Another crash of thunder shook the air. The blast knocked them forward, pitching them into the ditch before they reached the other side of the road. The fresh snow broke their fall, but trying to get back onto their feet to climb out of it was difficult.

No, it was impossible. They wouldn’t make it out of there before getting hit.

The cloud rose overhead, ready to overtake them. Griff heard the hiss and patter of rain following in its wake. He turned around, praying to find some kind of shelter, when he spotted the pipe that ran underneath the road. It was narrow in diameter, but it might be long enough for two people to fit inside.

“That pipe, Nat! Come on!” he yelled, dragging her with him.
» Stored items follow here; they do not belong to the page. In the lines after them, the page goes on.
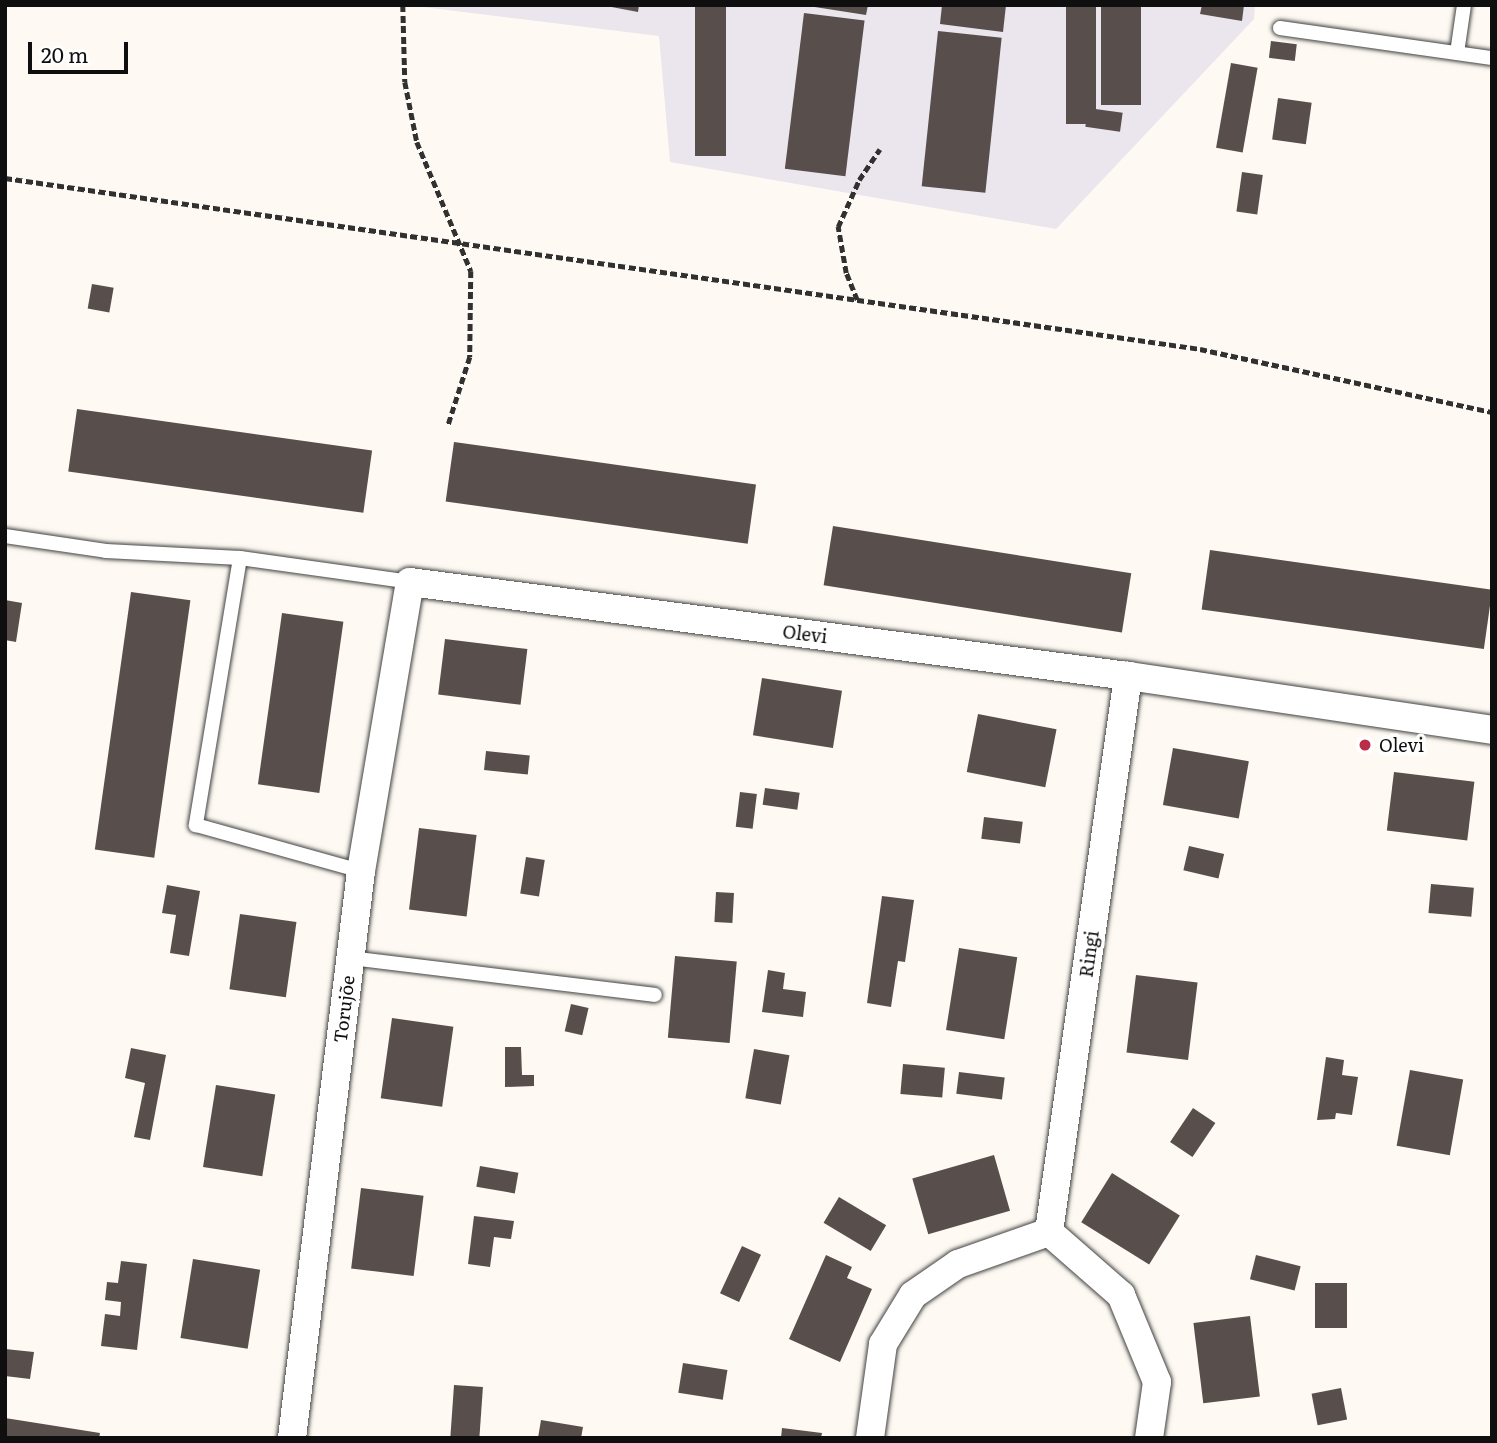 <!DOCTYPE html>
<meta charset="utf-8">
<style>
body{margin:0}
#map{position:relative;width:1497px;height:1443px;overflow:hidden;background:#fefaf3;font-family:Literata,serif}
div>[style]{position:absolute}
.industrial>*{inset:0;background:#ebe5ed}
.building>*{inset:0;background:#584f4c;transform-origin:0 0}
.path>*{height:4.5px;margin-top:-2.25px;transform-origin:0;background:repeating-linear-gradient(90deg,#313131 0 7px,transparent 0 10.5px)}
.roads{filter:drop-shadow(0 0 2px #424242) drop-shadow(0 0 2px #424242)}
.lane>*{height:14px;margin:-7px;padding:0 7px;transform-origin:7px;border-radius:7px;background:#fff}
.street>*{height:28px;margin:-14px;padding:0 14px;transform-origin:14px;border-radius:14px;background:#fff}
.dots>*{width:19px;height:19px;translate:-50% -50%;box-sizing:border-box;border:4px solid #fff;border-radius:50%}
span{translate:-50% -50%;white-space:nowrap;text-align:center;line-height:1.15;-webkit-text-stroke:7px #fff;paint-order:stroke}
.street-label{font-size:18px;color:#0f0f0f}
.poi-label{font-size:18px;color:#0f0f0f}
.left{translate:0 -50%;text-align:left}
.frame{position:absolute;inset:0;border:7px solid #0f0f0f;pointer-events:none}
.scale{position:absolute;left:28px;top:42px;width:100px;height:32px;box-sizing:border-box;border:4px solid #0f0f0f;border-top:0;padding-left:9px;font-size:21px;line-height:24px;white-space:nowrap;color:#0f0f0f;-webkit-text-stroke:5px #fff;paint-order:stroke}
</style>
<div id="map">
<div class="industrial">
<i style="clip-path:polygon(407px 5px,1255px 5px,1254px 19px,1056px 229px,670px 162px,659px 36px)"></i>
</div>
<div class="building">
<i style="clip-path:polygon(601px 5px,639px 5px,638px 12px)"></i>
<i style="left:695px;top:5px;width:31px;height:151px"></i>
<i style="clip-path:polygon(802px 5px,868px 5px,866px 15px)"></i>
<i style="clip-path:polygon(942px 5px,1006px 5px,1003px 32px,940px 24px)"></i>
<i style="left:1066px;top:5px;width:30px;height:119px"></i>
<i style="left:1101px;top:5px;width:40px;height:100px"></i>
<i style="clip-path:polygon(1202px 5px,1244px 5px,1242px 21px,1200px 14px)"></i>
<i style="left:804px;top:13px;width:61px;height:157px;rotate:7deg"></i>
<i style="left:938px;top:31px;width:64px;height:156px;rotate:6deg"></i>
<i style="left:1271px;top:41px;width:26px;height:17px;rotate:7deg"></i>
<i style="left:1231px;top:63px;width:27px;height:86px;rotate:10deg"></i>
<i style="left:1278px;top:98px;width:34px;height:42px;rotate:8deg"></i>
<i style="left:1088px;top:108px;width:35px;height:19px;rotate:8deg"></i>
<i style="left:1242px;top:172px;width:21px;height:40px;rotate:8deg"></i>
<i style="left:92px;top:284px;width:22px;height:25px;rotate:10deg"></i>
<i style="left:77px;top:409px;width:298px;height:63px;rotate:8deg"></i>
<i style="left:454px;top:442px;width:305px;height:60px;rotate:8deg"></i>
<i style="left:833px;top:526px;width:302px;height:60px;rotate:9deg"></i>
<i style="left:1210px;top:550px;width:285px;height:60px;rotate:8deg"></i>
<i style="left:131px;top:592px;width:60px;height:260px;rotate:8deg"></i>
<i style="clip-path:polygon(5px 600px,22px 603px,16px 642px,5px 640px)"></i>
<i style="left:282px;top:613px;width:62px;height:173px;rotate:8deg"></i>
<i style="left:445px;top:639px;width:83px;height:56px;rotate:7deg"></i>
<i style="left:762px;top:678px;width:81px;height:58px;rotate:9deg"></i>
<i style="left:978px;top:714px;width:80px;height:59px;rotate:11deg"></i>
<i style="left:1173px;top:748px;width:77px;height:58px;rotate:10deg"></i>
<i style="left:486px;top:751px;width:44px;height:19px;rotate:6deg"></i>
<i style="left:1394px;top:772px;width:81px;height:59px;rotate:7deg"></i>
<i style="left:765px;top:788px;width:35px;height:17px;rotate:8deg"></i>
<i style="left:740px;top:792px;width:17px;height:35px;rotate:7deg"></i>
<i style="left:984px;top:817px;width:39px;height:22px;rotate:7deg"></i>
<i style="left:419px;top:828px;width:58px;height:82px;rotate:7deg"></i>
<i style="left:1189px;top:846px;width:36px;height:25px;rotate:13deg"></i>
<i style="left:526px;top:857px;width:19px;height:37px;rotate:9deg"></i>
<i style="left:1431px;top:884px;width:43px;height:29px;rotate:5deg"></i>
<i style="clip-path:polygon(167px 885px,200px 891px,189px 956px,170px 953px,176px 915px,162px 913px)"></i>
<i style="left:716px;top:892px;width:18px;height:30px;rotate:3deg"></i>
<i style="clip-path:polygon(882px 896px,914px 900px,905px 962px,898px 961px,891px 1007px,867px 1003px)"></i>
<i style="left:240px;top:914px;width:57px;height:76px;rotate:8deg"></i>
<i style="left:959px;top:948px;width:59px;height:83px;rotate:9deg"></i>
<i style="left:675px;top:956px;width:62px;height:82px;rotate:5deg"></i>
<i style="clip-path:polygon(768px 970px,785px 973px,783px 989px,806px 992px,803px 1017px,762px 1012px)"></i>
<i style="left:1136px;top:975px;width:62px;height:78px;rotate:7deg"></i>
<i style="left:571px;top:1004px;width:18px;height:28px;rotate:13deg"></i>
<i style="left:392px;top:1018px;width:62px;height:81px;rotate:8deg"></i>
<i style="clip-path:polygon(505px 1047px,521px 1047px,522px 1075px,534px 1075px,534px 1086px,505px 1087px)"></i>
<i style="clip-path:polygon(131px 1048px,166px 1055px,150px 1140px,134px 1137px,145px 1083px,125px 1078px)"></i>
<i style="left:754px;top:1049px;width:36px;height:50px;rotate:10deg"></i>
<i style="clip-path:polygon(1326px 1057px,1344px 1060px,1342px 1075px,1358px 1077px,1352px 1115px,1336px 1113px,1335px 1119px,1317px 1120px)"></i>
<i style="left:903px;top:1064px;width:42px;height:30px;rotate:5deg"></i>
<i style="left:1410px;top:1070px;width:54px;height:77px;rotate:10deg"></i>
<i style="left:959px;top:1072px;width:46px;height:22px;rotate:7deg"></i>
<i style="left:216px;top:1085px;width:60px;height:83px;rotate:9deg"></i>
<i style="left:1193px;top:1108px;width:27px;height:41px;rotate:34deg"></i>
<i style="left:994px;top:1155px;width:58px;height:85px;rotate:74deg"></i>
<i style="left:480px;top:1166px;width:39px;height:21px;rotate:10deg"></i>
<i style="left:1112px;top:1173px;width:80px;height:58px;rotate:32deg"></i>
<i style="left:361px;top:1188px;width:63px;height:81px;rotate:7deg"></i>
<i style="left:839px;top:1197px;width:55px;height:30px;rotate:31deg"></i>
<i style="clip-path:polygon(474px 1216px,514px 1221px,511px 1239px,494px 1237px,490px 1267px,468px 1264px)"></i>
<i style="left:742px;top:1246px;width:21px;height:52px;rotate:25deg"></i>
<i style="clip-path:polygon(826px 1255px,852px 1267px,847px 1278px,872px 1289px,840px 1362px,789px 1339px)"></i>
<i style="left:1256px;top:1255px;width:46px;height:25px;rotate:14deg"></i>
<i style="left:193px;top:1259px;width:68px;height:80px;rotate:9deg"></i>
<i style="clip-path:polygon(121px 1261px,147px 1264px,137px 1350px,101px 1346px,105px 1314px,120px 1316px,121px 1302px,105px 1300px,107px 1282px,118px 1283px)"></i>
<i style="left:1315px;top:1283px;width:32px;height:45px"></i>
<i style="left:1250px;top:1316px;width:81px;height:57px;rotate:83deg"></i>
<i style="clip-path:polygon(5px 1349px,34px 1352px,30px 1379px,5px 1376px)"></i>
<i style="left:683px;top:1363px;width:45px;height:30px;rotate:9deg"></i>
<i style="left:454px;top:1385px;width:29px;height:53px;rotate:4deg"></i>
<i style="left:1341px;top:1388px;width:32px;height:30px;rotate:79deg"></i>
<i style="clip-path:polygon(5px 1418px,100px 1433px,99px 1438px,5px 1438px)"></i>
<i style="clip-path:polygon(541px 1420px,583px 1427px,581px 1438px,538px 1438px)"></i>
<i style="clip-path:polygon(782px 1428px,822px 1433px,821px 1438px,781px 1438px)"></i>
</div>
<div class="path">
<i style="left:403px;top:5px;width:77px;rotate:88.5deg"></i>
<i style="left:405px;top:82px;width:61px;rotate:78.7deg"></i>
<i style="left:417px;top:142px;width:140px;rotate:67.3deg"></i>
<i style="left:471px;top:271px;width:86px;rotate:90.7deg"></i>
<i style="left:470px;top:357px;width:72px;rotate:107.7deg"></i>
<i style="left:5px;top:178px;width:1207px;rotate:8.14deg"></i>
<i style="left:1200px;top:349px;width:299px;rotate:12.2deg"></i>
<i style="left:857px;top:300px;width:29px;rotate:-112deg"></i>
<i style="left:846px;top:273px;width:47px;rotate:-99.9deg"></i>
<i style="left:838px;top:227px;width:51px;rotate:-65.9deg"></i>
<i style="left:859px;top:180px;width:37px;rotate:-56deg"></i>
</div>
<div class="roads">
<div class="lane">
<i style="left:1280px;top:28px;width:214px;rotate:8.1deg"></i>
<i style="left:1457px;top:53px;width:49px;rotate:-81.7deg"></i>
<i style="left:5px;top:536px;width:102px;rotate:8.4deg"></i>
<i style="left:106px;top:551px;width:134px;rotate:3deg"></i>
<i style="left:240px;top:558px;width:172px;rotate:8deg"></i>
<i style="left:240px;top:558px;width:271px;rotate:99.4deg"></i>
<i style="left:196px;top:825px;width:171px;rotate:15.6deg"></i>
<i style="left:350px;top:958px;width:307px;rotate:6.9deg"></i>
</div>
<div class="street">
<i style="left:1049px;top:1232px;width:562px;rotate:-81.91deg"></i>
<i style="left:292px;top:1438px;width:571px;rotate:-83.06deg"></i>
<i style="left:361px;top:871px;width:293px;rotate:-80.4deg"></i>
<i style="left:410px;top:582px;width:724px;rotate:7.46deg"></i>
<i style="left:1128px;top:676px;width:368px;rotate:8.4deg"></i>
<i style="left:870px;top:1438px;width:95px;rotate:-82.1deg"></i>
<i style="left:883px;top:1344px;width:57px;rotate:-58.5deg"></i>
<i style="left:913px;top:1295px;width:55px;rotate:-34.6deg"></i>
<i style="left:958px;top:1264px;width:96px;rotate:-19.4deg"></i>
<i style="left:1049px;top:1232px;width:96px;rotate:41.2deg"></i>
<i style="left:1121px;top:1295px;width:94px;rotate:67.5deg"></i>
<i style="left:1157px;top:1382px;width:57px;rotate:98.1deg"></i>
</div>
</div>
<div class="dots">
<i style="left:1365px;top:745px;background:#ba2d47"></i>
</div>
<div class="street-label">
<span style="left:805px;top:634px;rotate:7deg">Olevi</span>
<span style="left:1089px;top:954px;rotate:-82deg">Ringi</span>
<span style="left:344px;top:1009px;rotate:-83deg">Torujõe</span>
</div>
<div class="poi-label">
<span class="left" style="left:1379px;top:745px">Olevi</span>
</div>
<div class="frame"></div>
<div class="scale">20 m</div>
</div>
Reaching it, he dug the snow away from the opening and shoved his duffle inside first, then took her by the arms and pushed her in after it. She didn’t argue, but scrambled inside as quickly as she could. He gave her rump a hard nudge.

“Move! Move! Move! Move! Move!

She fell forward, but there was enough room for him to squeeze in behind her feet first. It was tight, but doable, as the first few drops splattered his arm and the back of his hand. The acid rain scalded his skin as it ate through his sleeve, but he was able to keep the burns padded with snow.

He watched the clouds move over them, turning the sky and the world into absolute darkness. Rain came down heavier, pelting the snow and turning it into toxic sludge. The smell made him feel as if he was being gassed to death. Blocking his face with his sleeve helped somewhat, but breathing through his mouth was almost as bad.

A hand jerked the belt on his pants, urging him to back up. Griff retreated from the mouth of the pipe until he was further out of range of the deluge and any ricocheting drops. Nat pressed up against him, her shivering body keeping him warm inside the frozen length of metal.

They had no idea how long they remained there. For some reason, there was a small concrete lip which prevented the pipe they were inside from sitting directly on the ground. Griff kept waiting for the rainwater to flood in where they were. Instead, as the lightning flashed overhead, he noticed that small lip kept the acid at bay.

Eventually the clouds passed. When the stars reappeared in the sky, he knew they were safe. At least, somewhat.